As for the overall U.S. footprint in Africa? “We have on the order of 6,000 — a little over 6,000 forces in Africa and they're in about 53 different countries,” Dunford said while the U.S. military is still poised to “expand” its counterterrorism operations in Africa, as the Washington Post reported last week after Mattis spoke to Sens. Lindsey Graham, R-S.C., and John McCain, R-Ariz.
SecDef Mattis met with President Rodrigo Duterte today in the Philippines — not long after Duterte sat down with Russian Defense Minister Sergei Shoigu, and with five Russian warships anchored off Manila. Russia is "to formally hand over thousands of assault rifles, a million rounds of ammunition and 20 army trucks at a public ceremony on Wednesday," Reuters reports.
Also new to the Philippines: “About 80 soldiers from Australia's mobile training team will be deployed in local bases in the Philippines to train army and marine units in urban counter-terrorism warfare,” Reuters reports separately this morning.
SecState Tillerson wrapped his first trip to Iraq and Afghanistan on Monday, “secretly jetting in and out” of the two countries, The Wall Street Journal reports. “Mr. Tillerson met the leaders of both nations, including Iraqi Prime Minister Haider al-Abadi and Afghan President Ashraf Ghani, on Monday during a broader tour through the Middle East and South Asia, which has included stops in Saudi Arabia and Qatar and will take him to Pakistan and India this week.”
His message for Iraq: Baghdad and the Kurdistan Regional Government need to come together and “commit themselves to a unified Iraq, to the Iraqi constitution.”
His message for Afghanistan: “There are, we believe, moderate voices among the Taliban, voices that do not want to continue to fight forever. They don’t want their children to fight forever. So we are looking to engage with those voices and have them engage in a reconciliation process leading to a peace process and their full involvement and participation in the government.” More here.
From Defense One
US Air Force Chief Helps Young Airman Locate Family In Puerto Rico // Marcus Weisgerber: After going a month without hearing from his hurricane-stricken family, Sr. Airman Malcom Soto-Gonzalez got a hand from an unexpected source.
Japan Needs Long-Range Strike Capabilities // Jeffrey Hornung: Ballistic-missile defense systems alone can't ward off regional threats. Tokyo needs firepower to deter its enemies.
What McCain Knows That Kelly Forgot // Eliot A. Cohen: One veteran offered a dark picture of a nation estranged from its military—the other, a more hopeful vision of a future brighter than the past.
Welcome to Tuesday’s edition of The D Brief by Ben Watson and Bradley Peniston.
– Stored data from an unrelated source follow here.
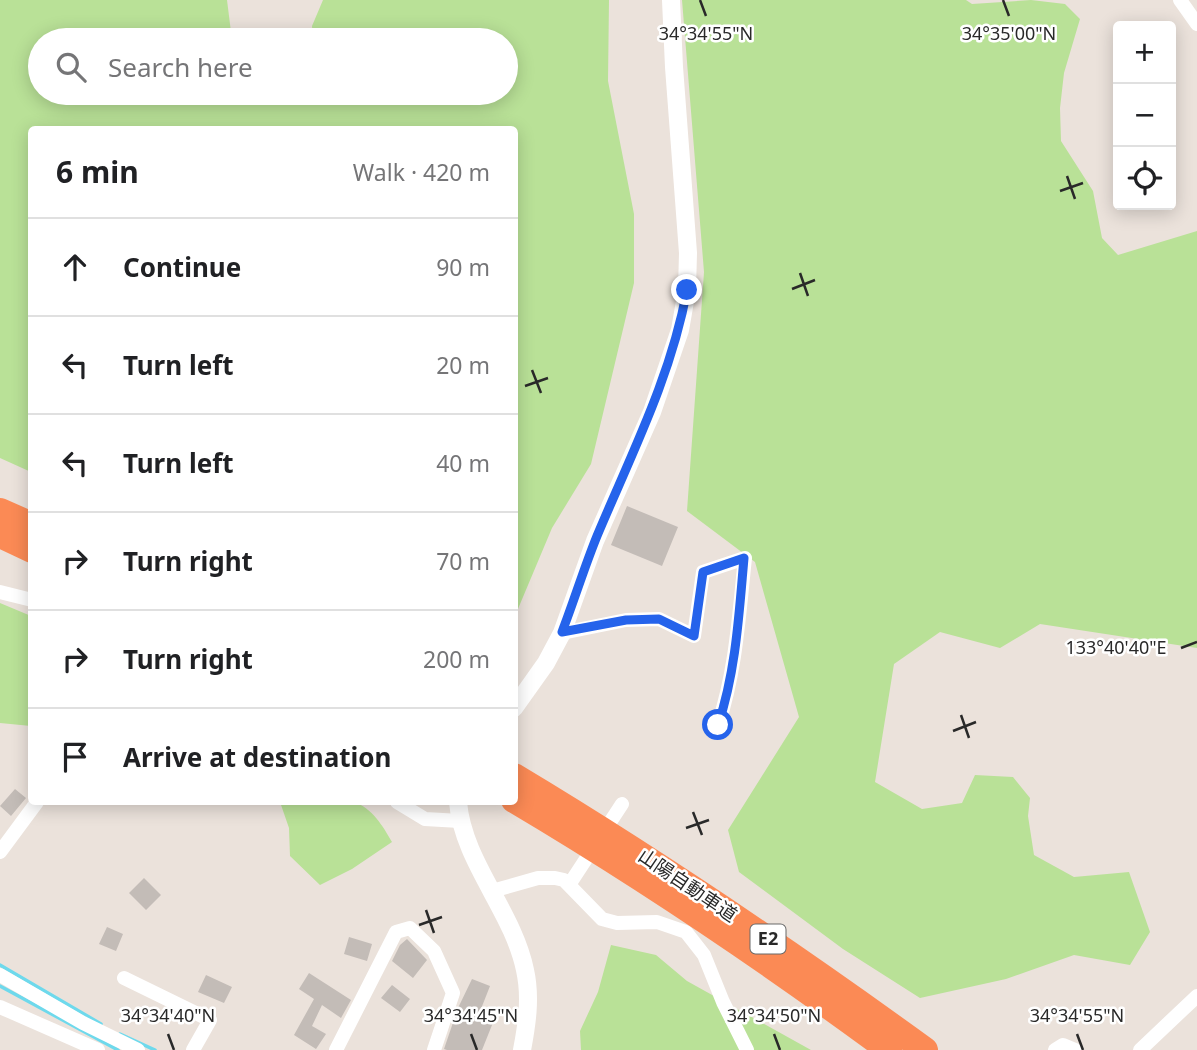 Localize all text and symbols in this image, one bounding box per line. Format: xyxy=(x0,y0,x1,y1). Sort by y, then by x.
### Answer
text: 34°34'55"N xyxy=(659,21,753,45)
text: 34°35'00"N xyxy=(962,21,1056,45)
map controls xyxy=(1113,21,1176,210)
button: + xyxy=(1113,21,1176,84)
search box xyxy=(28,28,518,105)
icon: search xyxy=(52,48,90,86)
text: Search here xyxy=(108,49,253,85)
button: − xyxy=(1113,84,1176,147)
button: locate xyxy=(1113,147,1176,210)
text: 6 min xyxy=(56,151,139,192)
text: Walk · 420 m xyxy=(353,156,490,188)
icon: ahead xyxy=(56,248,94,286)
text: Continue xyxy=(123,249,241,285)
text: 90 m xyxy=(436,251,490,283)
route end xyxy=(671,274,702,305)
icon: left xyxy=(56,346,94,384)
text: Turn left xyxy=(123,347,234,383)
text: 20 m xyxy=(436,349,490,381)
icon: left xyxy=(56,444,94,482)
text: Turn left xyxy=(123,445,234,481)
text: 40 m xyxy=(436,447,490,479)
icon: right xyxy=(56,542,94,580)
text: Turn right xyxy=(123,543,253,579)
text: 70 m xyxy=(436,545,490,577)
text: 133°40'40"E xyxy=(1065,635,1167,659)
icon: right xyxy=(56,640,94,678)
text: Turn right xyxy=(123,641,253,677)
text: 200 m xyxy=(423,643,490,675)
route start xyxy=(702,709,733,740)
icon: arrive xyxy=(56,738,94,776)
text: Arrive at destination xyxy=(123,739,392,775)
street label: 山陽自動車道 xyxy=(633,842,743,928)
road number: E2 xyxy=(750,924,786,954)
text: 34°34'40"N xyxy=(121,1003,215,1027)
text: 34°34'45"N xyxy=(424,1003,518,1027)
text: 34°34'50"N xyxy=(727,1003,821,1027)
text: 34°34'55"N xyxy=(1030,1003,1124,1027) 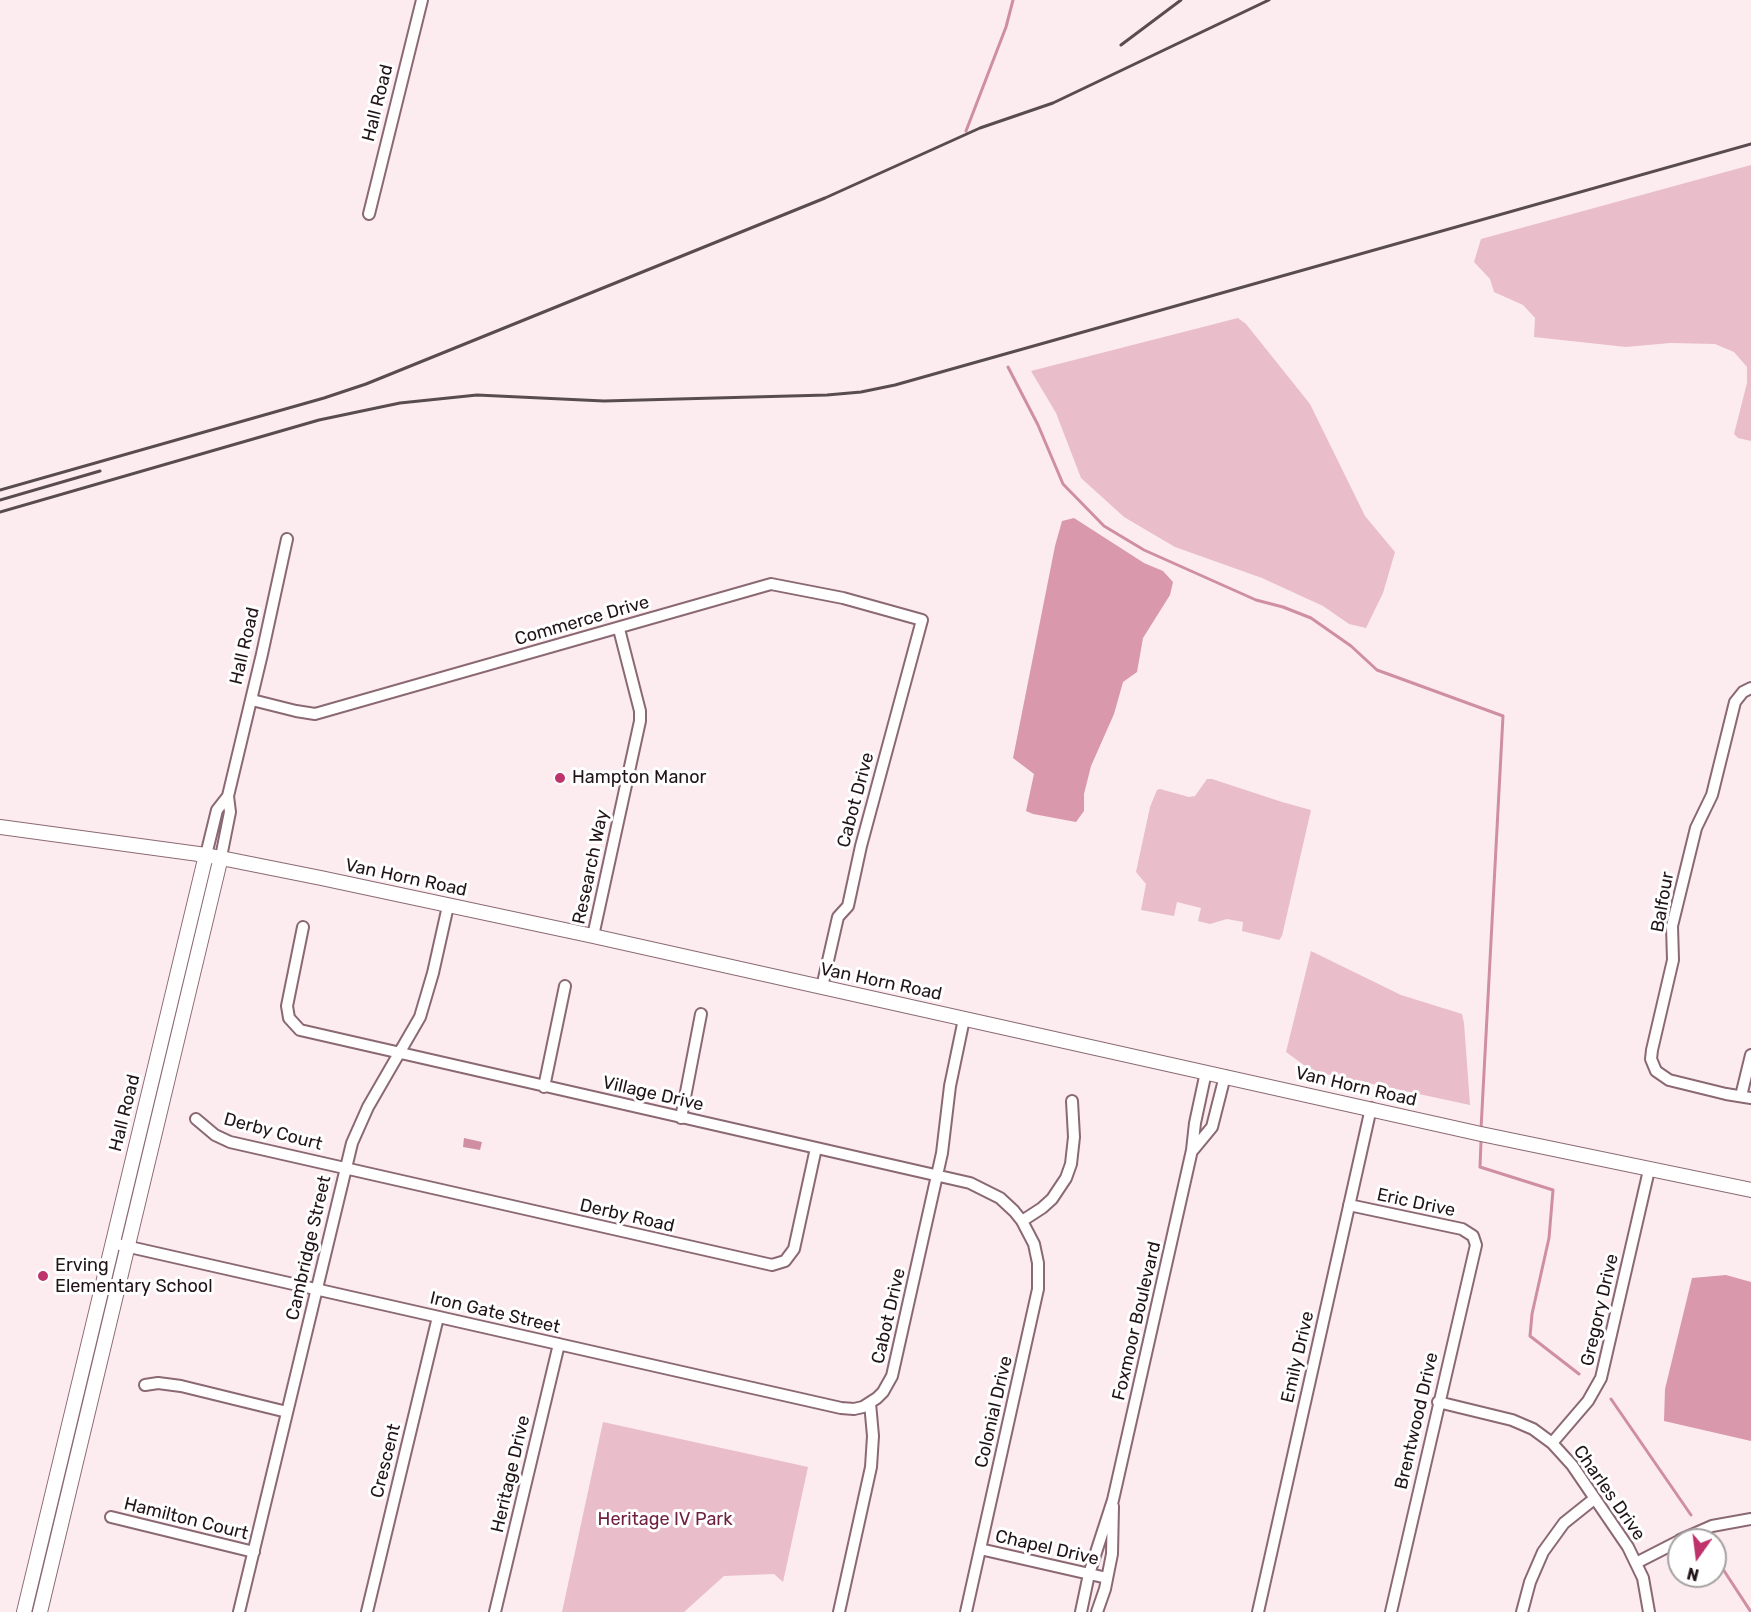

Email us. And if you don’t subscribe already, consider subscribing. It’s free. OTD1945: Norway executes Vidkun Quisling, who ran the country under Nazi occupation.
The prodigal sons of ISIS. “At least fifty-six hundred [ISIS fighters] from thirty-three countries have already gone home,” writes The New Yorker’s Robin Wright ahead of a report from the Soufan Group and the Global Strategy Network. “On average, twenty to thirty per cent of the foreign fighters from Europe have already returned there—though it’s fifty per cent in Britain, Denmark, and Sweden. Thousands more who fought for ISIS are stuck near the borders of Turkey, Jordan, or Iraq, and are believed to be trying to get back to their home countries.”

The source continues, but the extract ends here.